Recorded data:
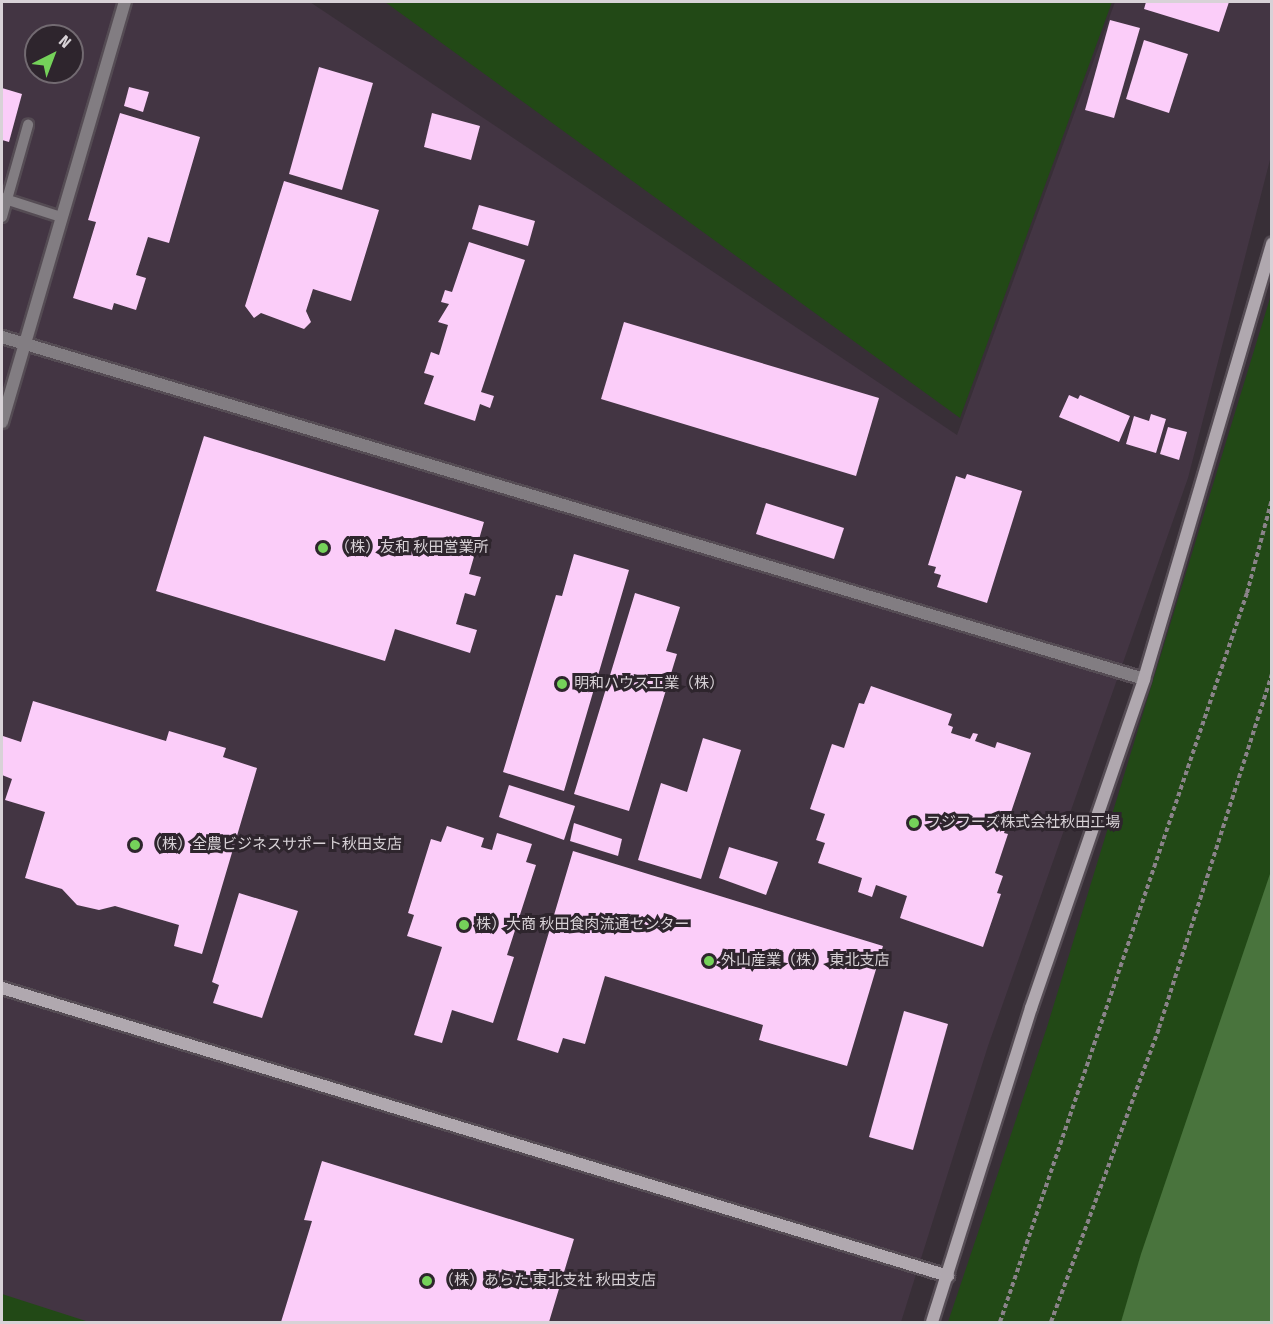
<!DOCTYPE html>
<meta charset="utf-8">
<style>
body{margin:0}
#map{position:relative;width:1273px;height:1324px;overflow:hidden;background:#382f37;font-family:"Fira Sans Condensed","Noto Sans JP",sans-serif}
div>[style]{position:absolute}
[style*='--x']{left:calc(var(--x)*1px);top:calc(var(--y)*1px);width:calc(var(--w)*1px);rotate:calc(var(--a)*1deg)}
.built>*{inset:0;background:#433543}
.green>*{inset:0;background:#224916}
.water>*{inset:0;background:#49743d}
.building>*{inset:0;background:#fbcdf9}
.path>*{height:4px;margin-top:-2px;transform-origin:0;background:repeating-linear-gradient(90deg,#8a8389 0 4.5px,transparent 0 7.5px)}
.roads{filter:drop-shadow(2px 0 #554c54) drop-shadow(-2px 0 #554c54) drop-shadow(0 2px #554c54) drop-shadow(0 -2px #554c54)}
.lane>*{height:10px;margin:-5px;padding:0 5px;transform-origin:5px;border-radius:5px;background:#827d82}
.street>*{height:12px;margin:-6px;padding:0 6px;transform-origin:6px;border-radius:6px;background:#827d82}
.secondary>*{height:12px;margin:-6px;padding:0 6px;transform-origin:6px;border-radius:6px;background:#b0a8af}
.dots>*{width:16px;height:16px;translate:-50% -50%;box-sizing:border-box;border:3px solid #2e252d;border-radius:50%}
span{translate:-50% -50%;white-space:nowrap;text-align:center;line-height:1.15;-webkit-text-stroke:6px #2e252d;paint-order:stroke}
.poi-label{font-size:15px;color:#d8d2d7}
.left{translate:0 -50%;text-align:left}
.frame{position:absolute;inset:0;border:3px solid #d8d2d7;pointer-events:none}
.north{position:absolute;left:24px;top:24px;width:60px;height:60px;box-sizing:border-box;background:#2e252d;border:2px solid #726a71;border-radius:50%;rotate:42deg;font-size:16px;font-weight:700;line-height:24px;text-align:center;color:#d8d2d7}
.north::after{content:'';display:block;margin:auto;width:21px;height:27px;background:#75d25a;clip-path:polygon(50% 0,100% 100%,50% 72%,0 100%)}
</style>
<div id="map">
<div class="built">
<div style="clip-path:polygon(evenodd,2px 2px,310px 2px,957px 435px,1115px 2px,1271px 2px,1271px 156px,1188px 478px,988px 1046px,901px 1322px,2px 1322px,2px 2px,36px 36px,72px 36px,72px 72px,36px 72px,36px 36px)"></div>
</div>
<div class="green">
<div style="clip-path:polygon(385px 2px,1112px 2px,960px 418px)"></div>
<div style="clip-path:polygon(1271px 295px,1271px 877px,1130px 1322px,948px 1322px,1047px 1027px)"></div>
<div style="clip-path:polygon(2px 1294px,89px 1322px,2px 1322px)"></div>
</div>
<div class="water">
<div style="clip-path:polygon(1271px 871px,1271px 1322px,1121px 1322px,1141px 1254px)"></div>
</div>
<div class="building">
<div style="clip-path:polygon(1146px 2px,1229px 2px,1219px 32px,1144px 9px)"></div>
<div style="clip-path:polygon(1110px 20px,1140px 28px,1114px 118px,1085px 110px)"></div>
<div style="clip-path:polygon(1144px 40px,1188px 54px,1169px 113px,1126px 99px)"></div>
<div style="clip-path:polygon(319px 67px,373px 83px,342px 190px,289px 174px)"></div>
<div style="clip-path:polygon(129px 87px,149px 92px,143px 112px,124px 106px)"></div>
<div style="clip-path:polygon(2px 88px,22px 94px,9px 142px,2px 140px)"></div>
<div style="clip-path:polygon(120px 113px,200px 137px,169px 243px,148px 237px,136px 275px,146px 278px,136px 310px,114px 303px,112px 310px,73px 298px,96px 222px,88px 220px)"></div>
<div style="clip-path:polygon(432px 113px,480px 126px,471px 160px,424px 147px)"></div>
<div style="clip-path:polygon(284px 181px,379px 210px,351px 301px,313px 289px,306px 311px,311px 322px,304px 329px,261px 313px,254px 318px,245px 306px)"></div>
<div style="clip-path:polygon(479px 205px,535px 221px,528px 246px,472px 229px)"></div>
<div style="clip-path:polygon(469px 242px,525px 260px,481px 392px,494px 396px,490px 408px,480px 404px,475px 421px,424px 404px,434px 376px,424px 373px,431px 352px,439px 355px,448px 325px,438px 322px,449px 304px,441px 302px,445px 290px,452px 292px)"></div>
<div style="clip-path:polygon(624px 322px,879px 398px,856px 476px,601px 399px)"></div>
<div style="clip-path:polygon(1069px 395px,1078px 399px,1080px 395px,1130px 416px,1119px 442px,1059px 417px)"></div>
<div style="clip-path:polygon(1151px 414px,1166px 419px,1156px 453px,1126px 444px,1134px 416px,1149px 421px)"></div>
<div style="clip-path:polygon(1168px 427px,1187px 432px,1179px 460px,1160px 454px)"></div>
<div style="clip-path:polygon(204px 436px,484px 522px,469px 574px,481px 577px,475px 596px,465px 593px,456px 624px,477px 630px,470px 653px,395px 629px,385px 661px,156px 591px)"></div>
<div style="clip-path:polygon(967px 474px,1022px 491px,987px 603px,937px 587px,941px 575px,934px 573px,936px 567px,928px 565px,956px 476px,965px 479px)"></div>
<div style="clip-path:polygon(766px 503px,844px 528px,834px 559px,756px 534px)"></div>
<div style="clip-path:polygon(574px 554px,629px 570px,564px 791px,503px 772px,556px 595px,562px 596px)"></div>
<div style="clip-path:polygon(635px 593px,680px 607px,666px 651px,677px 654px,629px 811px,574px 794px)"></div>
<div style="clip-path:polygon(871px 686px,952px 714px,948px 725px,953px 727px,951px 733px,970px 739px,973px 733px,978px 734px,975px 741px,995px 748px,997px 742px,1031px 753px,1004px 833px,1008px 834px,995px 873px,1003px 876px,997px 893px,1001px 894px,983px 947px,900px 918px,907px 896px,876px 885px,872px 897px,858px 892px,862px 878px,818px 863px,825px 843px,816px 840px,825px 814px,810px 809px,832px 744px,844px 748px,859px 703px,864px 704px)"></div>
<div style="clip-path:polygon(33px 701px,166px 741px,169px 731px,226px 748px,223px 757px,257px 768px,202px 954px,174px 946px,179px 925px,115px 906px,99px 910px,77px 905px,62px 889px,25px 878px,45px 812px,5px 800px,12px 779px,2px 775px,2px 742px,3px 736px,21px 742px)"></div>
<div style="clip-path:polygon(703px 738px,741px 750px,701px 879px,638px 860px,661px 783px,687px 792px)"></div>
<div style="clip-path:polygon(509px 785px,575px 806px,564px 840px,499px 817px)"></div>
<div style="clip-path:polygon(574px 823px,622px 839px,618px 856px,570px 841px)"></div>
<div style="clip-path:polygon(447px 826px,484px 838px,481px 847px,492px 850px,497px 833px,532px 844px,526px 862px,536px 865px,507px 955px,514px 957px,493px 1023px,452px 1010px,442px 1043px,414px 1035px,442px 947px,407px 936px,414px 915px,408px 913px,431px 839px,441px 842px)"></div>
<div style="clip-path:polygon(729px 847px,778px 862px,766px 895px,719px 878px)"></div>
<div style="clip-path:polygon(573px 851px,883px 946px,847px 1066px,759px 1040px,763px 1025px,605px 976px,585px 1044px,563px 1038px,558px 1053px,517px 1040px)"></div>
<div style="clip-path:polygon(239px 893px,298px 911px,262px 1018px,213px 1003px,219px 985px,212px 982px)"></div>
<div style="clip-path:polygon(904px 1011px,948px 1024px,913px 1150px,869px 1137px)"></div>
<div style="clip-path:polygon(322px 1161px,574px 1239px,549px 1322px,281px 1322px,312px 1221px,304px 1220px)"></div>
</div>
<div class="path">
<div style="--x:1000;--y:1322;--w:770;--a:-71.28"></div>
<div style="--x:1247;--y:593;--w:97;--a:-75.1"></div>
<div style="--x:1051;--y:1322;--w:313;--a:-69.8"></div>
<div style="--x:1159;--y:1028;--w:373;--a:-72.3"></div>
</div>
<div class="roads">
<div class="lane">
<div style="--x:2;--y:198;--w:62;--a:17.9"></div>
<div style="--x:2;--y:217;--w:96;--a:-74.2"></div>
</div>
<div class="street">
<div style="--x:2;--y:337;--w:1192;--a:16.67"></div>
<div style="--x:2;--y:422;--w:438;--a:-73.7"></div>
</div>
<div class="secondary">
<div style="--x:2;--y:988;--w:989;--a:16.93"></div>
<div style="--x:932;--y:1322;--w:329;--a:-72.5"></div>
<div style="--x:1031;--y:1008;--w:348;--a:-71"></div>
<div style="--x:1144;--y:679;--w:454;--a:-73.6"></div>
</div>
</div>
<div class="dots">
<div style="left:323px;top:548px;background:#75d25a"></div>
<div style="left:562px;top:684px;background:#75d25a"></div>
<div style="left:914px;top:823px;background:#75d25a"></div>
<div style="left:135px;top:845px;background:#75d25a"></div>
<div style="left:464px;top:925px;background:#75d25a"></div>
<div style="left:709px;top:961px;background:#75d25a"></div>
<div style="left:427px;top:1281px;background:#75d25a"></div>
</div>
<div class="poi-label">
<span class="left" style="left:335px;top:548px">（株）友和 秋田営業所</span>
<span class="left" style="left:574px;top:684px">明和ハウス工業（株）</span>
<span class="left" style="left:926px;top:823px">フジフーズ株式会社秋田工場</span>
<span class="left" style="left:147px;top:845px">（株）全農ビジネスサポート秋田支店</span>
<span class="left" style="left:476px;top:925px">株）大商 秋田食肉流通センター</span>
<span class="left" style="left:721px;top:961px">外山産業（株） 東北支店</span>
<span class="left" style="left:439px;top:1281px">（株）あらた 東北支社 秋田支店</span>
</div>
<div class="frame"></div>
<div class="north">N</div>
</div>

#### TO DO:
Ending at the line with "0 #554c54) drop-shadow(-2px", reproduce exactly the lines that begin at the top of the data, and include no pictures.

#### TASK OUTPUT:
<!DOCTYPE html>
<meta charset="utf-8">
<style>
body{margin:0}
#map{position:relative;width:1273px;height:1324px;overflow:hidden;background:#382f37;font-family:"Fira Sans Condensed","Noto Sans JP",sans-serif}
div>[style]{position:absolute}
[style*='--x']{left:calc(var(--x)*1px);top:calc(var(--y)*1px);width:calc(var(--w)*1px);rotate:calc(var(--a)*1deg)}
.built>*{inset:0;background:#433543}
.green>*{inset:0;background:#224916}
.water>*{inset:0;background:#49743d}
.building>*{inset:0;background:#fbcdf9}
.path>*{height:4px;margin-top:-2px;transform-origin:0;background:repeating-linear-gradient(90deg,#8a8389 0 4.5px,transparent 0 7.5px)}
.roads{filter:drop-shadow(2px 0 #554c54) drop-shadow(-2px 0 #554c54) drop-shadow(0 2px #554c54) drop-shadow(0 -2px #554c54)}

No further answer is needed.